Methodology for Comparing Citation Database Coverage of Dataset Usage

Report Summary

Authors

Affiliations

Lauren Chenarides, Ph.D.

Colorado State University

Calvin Bryan, Ph.D.

Colorado State University

Rafael Ladislau

RL Desenvolvimento de Sistemas LTDA

Julia Lane, Ph.D.

New York University

Ming Wang

Colorado State University

Published

May 4, 2025

What Is the Issue?

Federal datasets play an important role in supporting research across a range of disciplines. Measuring how these datasets are used can help evaluate their impact and inform future data investments. Agencies like the US Department of Agriculture (USDA) track how their datasets are referenced in research papers and disseminate data usage statistics through platforms like DemocratizingData.ai and NASS’s 5’s Data Usage Dashboard. These tools rely on identifying dataset mentions in published research. Beyond reporting usage volume, this type of analysis can also provide information about the research topics where federal datasets are applied. This helps characterize their disciplinary reach, including use in areas such as food security, nutrition, and climate, which are inherently multidisciplinary.
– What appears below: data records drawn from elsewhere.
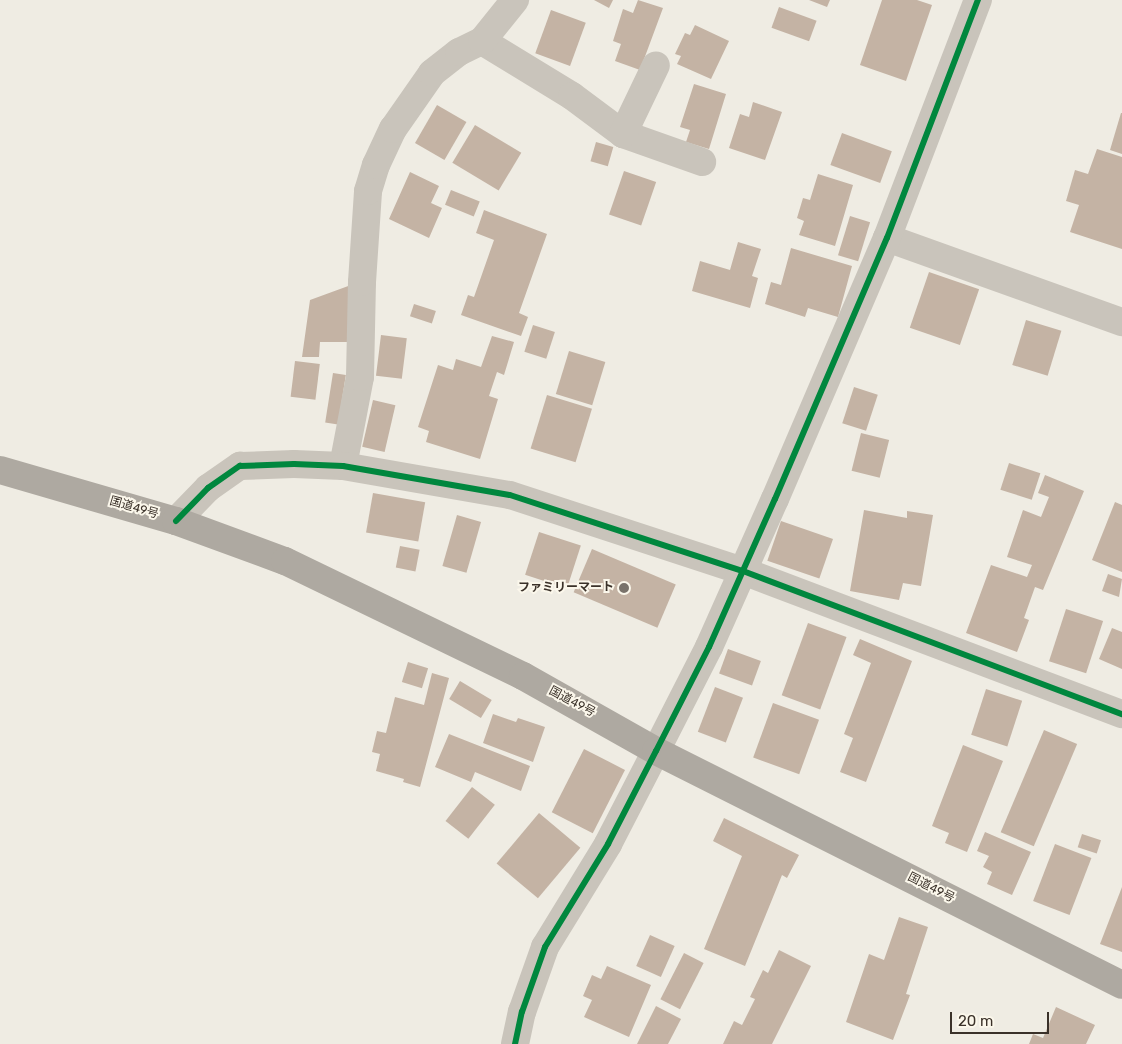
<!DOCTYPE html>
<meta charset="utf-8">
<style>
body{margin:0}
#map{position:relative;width:1122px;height:1044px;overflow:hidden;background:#efece3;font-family:Rubik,"Noto Sans JP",sans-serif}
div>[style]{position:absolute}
.building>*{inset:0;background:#c4b3a4;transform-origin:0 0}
.minor>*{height:28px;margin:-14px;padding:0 14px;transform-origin:14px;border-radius:14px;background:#c9c4bb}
.trunk>*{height:28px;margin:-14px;padding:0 14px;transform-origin:14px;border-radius:14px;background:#aea9a1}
.cycleway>*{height:6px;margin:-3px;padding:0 3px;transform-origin:3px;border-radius:3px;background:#00873e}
.dots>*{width:14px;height:14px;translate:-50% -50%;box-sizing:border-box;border:2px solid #fbf7eb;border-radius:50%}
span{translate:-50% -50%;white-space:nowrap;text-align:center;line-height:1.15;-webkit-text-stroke:4px #fbf7eb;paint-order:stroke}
.street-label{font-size:12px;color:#3a3129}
.poi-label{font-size:12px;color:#3a3129;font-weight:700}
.right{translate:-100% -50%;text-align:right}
.scale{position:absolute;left:950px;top:1012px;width:99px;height:22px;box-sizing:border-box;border:2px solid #3a3129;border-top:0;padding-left:6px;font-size:15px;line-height:18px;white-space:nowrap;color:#3a3129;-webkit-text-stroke:4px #fbf7eb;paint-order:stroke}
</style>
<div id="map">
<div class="building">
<i style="clip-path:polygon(594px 0,613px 0,609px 8px)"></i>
<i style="clip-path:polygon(638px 0,663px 8px,640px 70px,615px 61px,621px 44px,613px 41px,623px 9px,633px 13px)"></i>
<i style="clip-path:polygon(809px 0,830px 0,827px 7px)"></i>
<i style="clip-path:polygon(882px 0,917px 0,932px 5px,906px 81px,860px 65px)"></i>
<i style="left:779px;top:7px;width:40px;height:22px;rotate:20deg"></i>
<i style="left:551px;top:10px;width:37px;height:46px;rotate:20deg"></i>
<i style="clip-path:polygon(695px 25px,729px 41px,711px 79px,677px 64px,681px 56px,675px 54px,685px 33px,690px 35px)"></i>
<i style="clip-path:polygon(694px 84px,726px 94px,709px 149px,686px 142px,690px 130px,680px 127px)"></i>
<i style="clip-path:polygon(753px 102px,782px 112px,765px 160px,729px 148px,740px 114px,749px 117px)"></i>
<i style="left:437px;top:105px;width:34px;height:44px;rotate:30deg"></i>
<i style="clip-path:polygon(1121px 113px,1122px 113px,1122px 154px,1110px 150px)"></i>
<i style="left:475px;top:125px;width:54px;height:44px;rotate:31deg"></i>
<i style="left:842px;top:133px;width:53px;height:34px;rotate:20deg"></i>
<i style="left:596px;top:142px;width:18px;height:20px;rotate:16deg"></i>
<i style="clip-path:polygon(1097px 149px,1122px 157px,1122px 249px,1070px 232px,1079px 205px,1066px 201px,1075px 170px,1088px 174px)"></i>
<i style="left:624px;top:171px;width:34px;height:46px;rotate:19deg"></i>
<i style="clip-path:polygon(410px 172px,439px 186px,431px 203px,442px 208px,429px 238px,389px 219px)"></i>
<i style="clip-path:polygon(818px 174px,853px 185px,835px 246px,799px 235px,804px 221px,797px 218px,803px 198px,810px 200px)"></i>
<i style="left:451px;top:190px;width:31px;height:16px;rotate:22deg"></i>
<i style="clip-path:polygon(484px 210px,547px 234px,519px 313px,528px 317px,521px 336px,461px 315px,468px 295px,474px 297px,494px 240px,476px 233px)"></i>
<i style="left:850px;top:216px;width:21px;height:41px;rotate:17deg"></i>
<i style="clip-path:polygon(738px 242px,761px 249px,752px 276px,758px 278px,750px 308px,692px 291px,700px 261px,730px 270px)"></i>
<i style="clip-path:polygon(791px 248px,852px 266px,838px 317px,808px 308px,805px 317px,765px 304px,771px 282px,781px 285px)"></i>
<i style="left:929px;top:272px;width:53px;height:59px;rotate:19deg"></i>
<i style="clip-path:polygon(351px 285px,348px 342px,320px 342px,319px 357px,302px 357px,310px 300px)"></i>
<i style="left:414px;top:304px;width:23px;height:13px;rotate:18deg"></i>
<i style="left:1026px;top:320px;width:37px;height:47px;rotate:17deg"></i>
<i style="left:533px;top:325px;width:23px;height:28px;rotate:18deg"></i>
<i style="left:381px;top:335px;width:26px;height:41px;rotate:7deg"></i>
<i style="clip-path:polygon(492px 336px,514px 342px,504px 375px,497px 372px,489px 396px,498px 399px,480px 459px,426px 442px,429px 431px,418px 427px,438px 365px,453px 370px,456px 359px,481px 367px)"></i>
<i style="left:569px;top:351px;width:38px;height:45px;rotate:17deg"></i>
<i style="left:295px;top:361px;width:25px;height:36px;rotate:7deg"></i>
<i style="left:333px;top:373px;width:13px;height:50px;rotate:9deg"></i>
<i style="left:854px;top:387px;width:25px;height:38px;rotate:18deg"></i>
<i style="left:547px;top:395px;width:47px;height:56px;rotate:17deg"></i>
<i style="left:373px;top:400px;width:23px;height:48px;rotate:13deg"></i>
<i style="left:861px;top:433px;width:29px;height:39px;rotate:14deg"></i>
<i style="left:1009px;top:463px;width:33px;height:28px;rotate:18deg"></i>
<i style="clip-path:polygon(1045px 475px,1084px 491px,1043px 590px,1035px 587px,1024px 618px,1029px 620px,1017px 652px,966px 633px,991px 565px,1027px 577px,1032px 565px,1007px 557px,1023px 510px,1041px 517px,1049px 497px,1038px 493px)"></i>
<i style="left:373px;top:493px;width:53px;height:40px;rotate:10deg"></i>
<i style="clip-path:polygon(1115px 502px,1122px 505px,1122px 572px,1092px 560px)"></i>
<i style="clip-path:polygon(864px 510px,907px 518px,907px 511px,933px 515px,921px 586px,903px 583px,899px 600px,850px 591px)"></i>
<i style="left:457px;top:515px;width:25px;height:53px;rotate:16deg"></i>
<i style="left:781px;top:521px;width:55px;height:42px;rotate:19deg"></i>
<i style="left:539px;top:532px;width:44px;height:45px;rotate:18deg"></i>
<i style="left:400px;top:546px;width:20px;height:22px;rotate:11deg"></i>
<i style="left:592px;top:549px;width:91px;height:47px;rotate:23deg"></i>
<i style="clip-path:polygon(1108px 574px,1122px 579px,1119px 597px,1102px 591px)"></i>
<i style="left:1066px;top:609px;width:39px;height:55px;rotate:18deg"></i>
<i style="left:808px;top:623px;width:41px;height:77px;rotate:20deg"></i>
<i style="clip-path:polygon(1112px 628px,1122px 632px,1122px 669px,1099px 659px)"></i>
<i style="clip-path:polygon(860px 639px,912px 661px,866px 782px,840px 772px,853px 738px,844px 734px,871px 663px,853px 655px)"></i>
<i style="left:728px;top:649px;width:35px;height:26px;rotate:20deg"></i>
<i style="left:408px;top:662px;width:21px;height:21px;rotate:17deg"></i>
<i style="clip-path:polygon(432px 673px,449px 678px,420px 787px,403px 782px,404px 779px,376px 771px,380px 754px,372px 752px,377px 731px,386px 733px,395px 697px,424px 705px)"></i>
<i style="left:460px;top:681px;width:37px;height:21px;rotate:31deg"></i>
<i style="left:715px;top:687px;width:30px;height:48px;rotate:21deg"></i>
<i style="left:986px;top:689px;width:38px;height:48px;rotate:18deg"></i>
<i style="left:773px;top:703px;width:49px;height:58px;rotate:20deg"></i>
<i style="clip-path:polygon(493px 714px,516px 722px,518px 718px,545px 727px,533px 762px,483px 743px)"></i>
<i style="left:1044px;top:730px;width:36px;height:111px;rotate:23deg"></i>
<i style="clip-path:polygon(449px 734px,530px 766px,521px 791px,475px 772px,471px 782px,435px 767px)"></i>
<i style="clip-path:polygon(963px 745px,1003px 761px,967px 852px,945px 843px,949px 833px,932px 826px)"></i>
<i style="left:584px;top:749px;width:46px;height:71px;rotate:27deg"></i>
<i style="left:472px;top:787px;width:29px;height:43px;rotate:38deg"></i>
<i style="left:539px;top:813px;width:54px;height:66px;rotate:40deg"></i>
<i style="clip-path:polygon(724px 818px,799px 855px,787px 878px,782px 875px,745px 966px,704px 949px,742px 856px,713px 841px)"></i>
<i style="clip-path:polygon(985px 832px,1031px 852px,1012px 895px,987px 884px,992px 872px,983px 867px,989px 856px,977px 851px)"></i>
<i style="left:1082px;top:834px;width:20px;height:14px;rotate:18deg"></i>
<i style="left:1055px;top:844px;width:39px;height:61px;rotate:21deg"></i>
<i style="clip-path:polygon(1122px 887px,1122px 952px,1100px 944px)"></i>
<i style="clip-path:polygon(899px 917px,928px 927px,906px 994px,910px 995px,893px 1040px,846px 1022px,869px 954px,884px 960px)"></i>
<i style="left:650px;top:935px;width:27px;height:34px;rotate:24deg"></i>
<i style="clip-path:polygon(779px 950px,811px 966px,772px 1044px,723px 1044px,734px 1021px,742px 1025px,755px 999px,750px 997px,763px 970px,768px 973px)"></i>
<i style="left:684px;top:953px;width:22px;height:52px;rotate:27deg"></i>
<i style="clip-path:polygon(607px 966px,651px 985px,629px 1037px,584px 1017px,592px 1000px,583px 996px,592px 975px,601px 979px)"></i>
<i style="clip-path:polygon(656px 1006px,681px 1019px,668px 1044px,637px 1044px)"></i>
<i style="clip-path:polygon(1056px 1007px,1095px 1025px,1086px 1044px,1029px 1044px,1033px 1034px,1043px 1038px)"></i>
</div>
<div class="minor">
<i style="left:482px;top:41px;width:105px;rotate:31.4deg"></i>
<i style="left:572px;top:96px;width:64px;rotate:36.7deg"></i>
<i style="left:623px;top:134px;width:84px;rotate:19.5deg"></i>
<i style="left:623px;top:134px;width:76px;rotate:-64.4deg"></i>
<i style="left:887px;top:238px;width:250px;rotate:19.7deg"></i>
<i style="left:343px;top:466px;width:91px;rotate:-79.2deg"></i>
<i style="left:360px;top:377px;width:95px;rotate:-88.8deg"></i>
<i style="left:362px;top:282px;width:91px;rotate:-86.2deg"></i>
<i style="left:368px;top:191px;width:27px;rotate:-73deg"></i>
<i style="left:376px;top:165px;width:40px;rotate:-65deg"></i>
<i style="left:393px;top:129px;width:68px;rotate:-55.1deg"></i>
<i style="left:432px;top:73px;width:34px;rotate:-38deg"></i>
<i style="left:459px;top:52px;width:25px;rotate:-26deg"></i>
<i style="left:482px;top:41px;width:53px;rotate:-51.2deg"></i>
<i style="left:176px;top:521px;width:46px;rotate:-45.9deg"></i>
<i style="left:208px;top:488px;width:39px;rotate:-35deg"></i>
<i style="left:240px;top:466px;width:54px;rotate:-2.1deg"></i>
<i style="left:294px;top:464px;width:49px;rotate:2.3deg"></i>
<i style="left:343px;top:466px;width:169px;rotate:9.9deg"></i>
<i style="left:510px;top:495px;width:245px;rotate:18.1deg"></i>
<i style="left:743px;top:571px;width:405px;rotate:20.7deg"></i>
<i style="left:515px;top:1044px;width:33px;rotate:-78deg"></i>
<i style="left:522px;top:1012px;width:69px;rotate:-70.5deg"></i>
<i style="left:545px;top:947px;width:121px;rotate:-58.5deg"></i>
<i style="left:608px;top:844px;width:105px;rotate:-62.7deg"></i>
<i style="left:656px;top:751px;width:117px;rotate:-63deg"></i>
<i style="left:709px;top:647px;width:162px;rotate:-66deg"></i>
<i style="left:775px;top:499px;width:284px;rotate:-66.8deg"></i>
<i style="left:887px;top:238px;width:255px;rotate:-69.1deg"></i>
</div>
<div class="trunk">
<i style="left:0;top:470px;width:183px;rotate:16.2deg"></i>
<i style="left:176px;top:521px;width:116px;rotate:20.2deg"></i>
<i style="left:285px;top:561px;width:264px;rotate:25.8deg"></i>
<i style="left:523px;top:676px;width:153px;rotate:29.4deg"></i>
<i style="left:656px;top:751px;width:521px;rotate:26.66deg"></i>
</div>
<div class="cycleway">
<i style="left:176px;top:521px;width:46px;rotate:-45.9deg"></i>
<i style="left:208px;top:488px;width:39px;rotate:-35deg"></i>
<i style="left:240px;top:466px;width:54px;rotate:-2.1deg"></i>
<i style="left:294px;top:464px;width:49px;rotate:2.3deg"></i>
<i style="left:343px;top:466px;width:169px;rotate:9.9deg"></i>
<i style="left:510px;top:495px;width:245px;rotate:18.1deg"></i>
<i style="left:743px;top:571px;width:405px;rotate:20.7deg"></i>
<i style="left:515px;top:1044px;width:33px;rotate:-78deg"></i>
<i style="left:522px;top:1012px;width:69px;rotate:-70.5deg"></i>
<i style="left:545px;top:947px;width:121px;rotate:-58.5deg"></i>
<i style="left:608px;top:844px;width:105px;rotate:-62.7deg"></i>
<i style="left:656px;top:751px;width:117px;rotate:-63deg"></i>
<i style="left:709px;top:647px;width:162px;rotate:-66deg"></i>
<i style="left:775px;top:499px;width:284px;rotate:-66.8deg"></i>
<i style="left:887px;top:238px;width:255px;rotate:-69.1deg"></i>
</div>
<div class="dots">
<i style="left:624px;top:588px;background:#79726a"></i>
</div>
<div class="street-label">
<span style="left:134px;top:508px;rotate:16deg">国道49号</span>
<span style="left:572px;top:702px;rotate:28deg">国道49号</span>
<span style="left:931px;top:888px;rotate:27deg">国道49号</span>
</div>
<div class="poi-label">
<span class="right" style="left:614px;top:588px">ファミリーマート</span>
</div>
<div class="scale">20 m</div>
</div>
It may also help identify alternative datasets and methods that researchers use to study similar questions across fields.

The process of identifying dataset mentions in academic research output requires the use of citation databases. However, different databases curate content (i.e., research output) in different ways - some focus on peer-reviewed journals while others include preprints and technical reports. Tracking dataset usage requires developing methods that scan publication text for dataset mentions. The accuracy of dataset tracking depends on the scope of research output we can access and analyze. Not to mention, dataset tracking requires reliable citation data from citation databases.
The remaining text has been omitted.